According to a senior official in the Ministry of Territorial Administration and Decentralisation, Mr Jean Claude Tchewa, the observers include those from the Commonwealth, La Francophonie, the British and Canadian High Commissions in Cameroon, Transparency International and the National Episcopal Conference. The Commonwealth delegation of six is headed by Frederick Mitchell, former Foreign minister of the Bahamas.
Their mandate, according to the organisation’s secretary-general, Dr Kamalesh Sharma, is to “observe the election preparations, the voting process, the counting and declaration of results and the overall environment of the election”.
According to Mr Hilaire Kamga, an election observation expert and leader of local NGO Offre Orange, international observers usually bring credibility to elections than their national counterparts.

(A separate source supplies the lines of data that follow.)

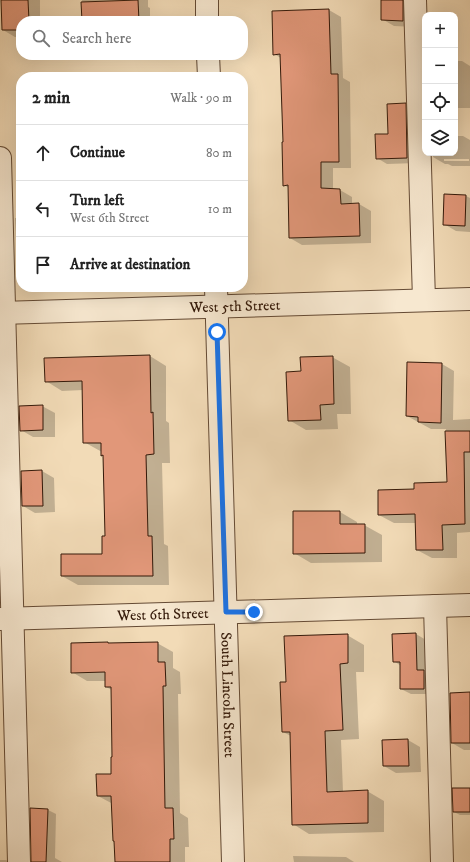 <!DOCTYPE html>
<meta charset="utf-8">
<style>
body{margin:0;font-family:"IM FELL DW Pica",serif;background:#f6f6f6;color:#222}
.controls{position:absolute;right:12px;top:12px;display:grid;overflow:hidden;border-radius:8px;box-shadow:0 4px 16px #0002}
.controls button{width:36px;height:36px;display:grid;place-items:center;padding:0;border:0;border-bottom:1px solid #e0e0e0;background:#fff;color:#222;font:20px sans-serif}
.stop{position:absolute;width:12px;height:12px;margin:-9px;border:3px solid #1a73e8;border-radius:50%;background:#fff}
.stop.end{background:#1a73e8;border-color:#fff;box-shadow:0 1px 4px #0008}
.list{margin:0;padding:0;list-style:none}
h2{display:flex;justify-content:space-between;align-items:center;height:52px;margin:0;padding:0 16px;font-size:17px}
h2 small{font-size:13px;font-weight:400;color:#767676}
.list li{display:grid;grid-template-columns:26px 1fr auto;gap:12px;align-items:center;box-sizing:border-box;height:56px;padding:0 16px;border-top:1px solid #e0e0e0}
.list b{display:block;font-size:15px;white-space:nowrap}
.list p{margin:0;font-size:13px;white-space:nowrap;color:#767676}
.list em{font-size:13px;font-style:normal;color:#767676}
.icon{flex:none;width:22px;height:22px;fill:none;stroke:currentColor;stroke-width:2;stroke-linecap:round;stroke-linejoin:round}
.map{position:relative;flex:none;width:470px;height:862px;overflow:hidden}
.search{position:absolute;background:#fff;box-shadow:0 4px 16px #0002;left:16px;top:16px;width:232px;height:44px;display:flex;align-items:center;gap:10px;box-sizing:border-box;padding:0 14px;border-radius:16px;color:#767676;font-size:15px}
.panel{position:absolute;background:#fff;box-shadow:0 4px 16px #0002;left:16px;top:72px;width:232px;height:220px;border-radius:16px}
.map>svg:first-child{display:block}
</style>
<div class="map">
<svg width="470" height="862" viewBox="0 0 470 862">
<rect width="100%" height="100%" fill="#f2dbb7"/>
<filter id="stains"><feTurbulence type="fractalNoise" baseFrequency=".005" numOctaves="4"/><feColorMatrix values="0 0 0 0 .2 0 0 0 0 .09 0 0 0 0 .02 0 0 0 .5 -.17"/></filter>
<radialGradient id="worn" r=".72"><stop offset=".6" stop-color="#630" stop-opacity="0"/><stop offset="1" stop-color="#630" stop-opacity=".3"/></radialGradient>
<g fill="#0003" fill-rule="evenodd">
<path d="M2,0H40V21H21V37H15L3,30Z"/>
<path d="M82,0H148V7L150,8V21H83Z"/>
<path d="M382,0H416L415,27L394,26L382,19Z"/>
<path d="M329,10L341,17L343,78L350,82L351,168H333V189L340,190L352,197V205L359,204L371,211V243L302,245L290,238L289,188L284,185L281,58L274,54Z"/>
<path d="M455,61H462L470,66V108H455Z"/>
<path d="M405,104L415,110L417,163L387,164L377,158Z"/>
<path d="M455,136H463L470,140V166H452L448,164H445L433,157V153H455ZM444,159H469V161H444Z"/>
<path d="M445,195L466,196L470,198V232L456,231L444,224Z"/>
<path d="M15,218H21V244L16,241Z"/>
<path d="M150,356L166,366V421L169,423L170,463H162L164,544L168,546L169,585H78L62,576L103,555L106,537L104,456L102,455V452L84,442L83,390L62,391L46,381Z"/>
<path d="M332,357L350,367L351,414H337L338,429L306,430L289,420L302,372Z"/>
<path d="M442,364L454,371L453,420L470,419V532L457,533V558H432L417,550L416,523H394L379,515L415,490L448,483L446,429H431L407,416Z"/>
<path d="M42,406L55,413V437H33L21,430Z"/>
<path d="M42,471L54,478L55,512L35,513L23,506L22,472Z"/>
<path d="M340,512L357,522V525H364L382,535V562L311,563L294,553Z"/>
<path d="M416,634L426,640L434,694H411L401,689V666L394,661L393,635Z"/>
<path d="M347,635L364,645V672H356L359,739L341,740L343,792L367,791L384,801V832L309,834L293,824L291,736L283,732L287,683Z"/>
<path d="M157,643L173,652V668L180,672L181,694H178L180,813L188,818L189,847H185V862H116L113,804L98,796L112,775L113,758L112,690L106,687V681H87L72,672L110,644Z"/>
<path d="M470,693V750H464L452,743Z"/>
<path d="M408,740L420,747L421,772L396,773L384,766L383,741Z"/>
<path d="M470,789V815H460L454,812Z"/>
<path d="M48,810L56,814L55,858L62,862H32Z"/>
<path d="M293,856L346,857L354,862H294Z"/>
<path d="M0,860H6L9,862H0Z"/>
</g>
<g fill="#e19779" stroke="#341909">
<path d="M1,0H28L29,21H21V30H2Z"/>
<path d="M138,0L139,21H82L81,2Z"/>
<path d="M381,0H403V21L381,20Z"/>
<path d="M329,9L331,74H338L339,162H321V188L340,189L341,204L359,203L360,236L289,238L288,185L283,186L282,142H283L280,54L273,55L272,11Z"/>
<path d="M406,103L407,158L376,159L375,134H388L387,104Z"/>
<path d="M444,194L466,195L465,226L443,225Z"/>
<path d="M150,355L151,413L153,412L154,454L146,455L148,536H152L153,576H61V554H102V536H105L103,455L101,456V443H83L82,381L45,382L44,358Z"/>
<path d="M333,356L334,404L320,405L321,420L288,421L286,372L301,371L300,357Z"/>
<path d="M407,362L442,363L441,423L418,422V417L406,416Z"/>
<path d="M43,405V430L20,431L19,406Z"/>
<path d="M445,431H470V452H464L465,524L442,525L443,550H416L415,514L378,515V490L414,489V483L447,482Z"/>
<path d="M42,470L43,506H22L21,471Z"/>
<path d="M293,511H340V524H365V553L293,554Z"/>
<path d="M416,633L417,670H424V689H400V662H393L392,634Z"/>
<path d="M348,634V663L340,664L343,730L325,731L327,792L368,790V823L292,825L290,732H282L280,682H286L284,636Z"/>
<path d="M108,642V643L158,642V662H165L166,686H163L165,808H173L174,839H170V862H115L114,841H113L111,796H97L96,774H111V757H112L111,687H105V672L71,673V643Z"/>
<path d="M470,692V743H451L450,693Z"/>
<path d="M408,739L409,766H383L382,740Z"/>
<path d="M452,788H470V812H453Z"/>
<path d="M30,808L48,809L46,862H31Z"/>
</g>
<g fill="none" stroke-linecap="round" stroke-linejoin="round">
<g stroke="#644a34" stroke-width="24">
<g id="minor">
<path d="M207,0V21"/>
<path d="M415,0L424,300"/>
<path d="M208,55L209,77"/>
<path d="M0,158L19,862"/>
<path id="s1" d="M216,287L233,862"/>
<path id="s2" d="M0,313L470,299"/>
<path d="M435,606L442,862"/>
<path id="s3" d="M0,619L470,605"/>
</g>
</g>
<use href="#minor" stroke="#f7e8d0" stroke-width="22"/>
</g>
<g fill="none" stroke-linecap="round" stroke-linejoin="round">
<path stroke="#1a73e8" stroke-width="5" d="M217,332L226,612H254"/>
</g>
<g text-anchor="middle" stroke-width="4" stroke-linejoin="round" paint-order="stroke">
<g font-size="15" fill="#341909" stroke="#f7e8d0">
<text dy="5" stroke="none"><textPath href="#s2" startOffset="235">West 5th Street</textPath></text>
<text dy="5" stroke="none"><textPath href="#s3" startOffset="163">West 6th Street</textPath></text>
<text dy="5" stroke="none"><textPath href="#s1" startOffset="408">South Lincoln Street</textPath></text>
</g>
</g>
<rect width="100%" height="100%" filter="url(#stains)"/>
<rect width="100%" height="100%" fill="url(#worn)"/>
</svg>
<div class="controls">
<button>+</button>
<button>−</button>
<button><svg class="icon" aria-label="locate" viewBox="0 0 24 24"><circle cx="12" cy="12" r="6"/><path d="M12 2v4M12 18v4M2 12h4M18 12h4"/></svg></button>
<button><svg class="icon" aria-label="layers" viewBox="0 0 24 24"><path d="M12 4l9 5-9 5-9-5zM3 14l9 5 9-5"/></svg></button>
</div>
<div class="stop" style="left:217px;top:332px"></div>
<div class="stop end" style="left:254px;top:612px"></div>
<div class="search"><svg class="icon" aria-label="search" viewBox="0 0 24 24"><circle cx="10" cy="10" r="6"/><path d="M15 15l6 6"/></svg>Search here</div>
<section class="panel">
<h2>2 min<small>Walk · 90 m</small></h2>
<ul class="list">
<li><svg class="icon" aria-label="ahead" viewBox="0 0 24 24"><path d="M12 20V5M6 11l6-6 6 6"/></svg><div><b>Continue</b></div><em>80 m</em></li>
<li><svg class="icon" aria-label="left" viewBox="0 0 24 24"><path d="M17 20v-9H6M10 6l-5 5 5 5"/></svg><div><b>Turn left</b><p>West 6th Street</p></div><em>10 m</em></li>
<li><svg class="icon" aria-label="arrive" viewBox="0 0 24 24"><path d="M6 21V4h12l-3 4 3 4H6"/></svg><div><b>Arrive at destination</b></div></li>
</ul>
</section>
</div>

He, however, complained that “people close to the government have in the past imported fake international observers to come and lend credibility to badly organised elections as was the case in 1997”.
Offre Orange has been accused by the government of colluding with the Americans to use the election as an excuse to foment trouble in the country, a charge it denies.
The observers have been handed a code of conduct in which the wish is expressed that their presence during the election and “their objective and balanced reports would contribute, on the one hand, in consolidating Cameroon’s democracy and, on the other, instil a culture of accepting the verdict of the polls”.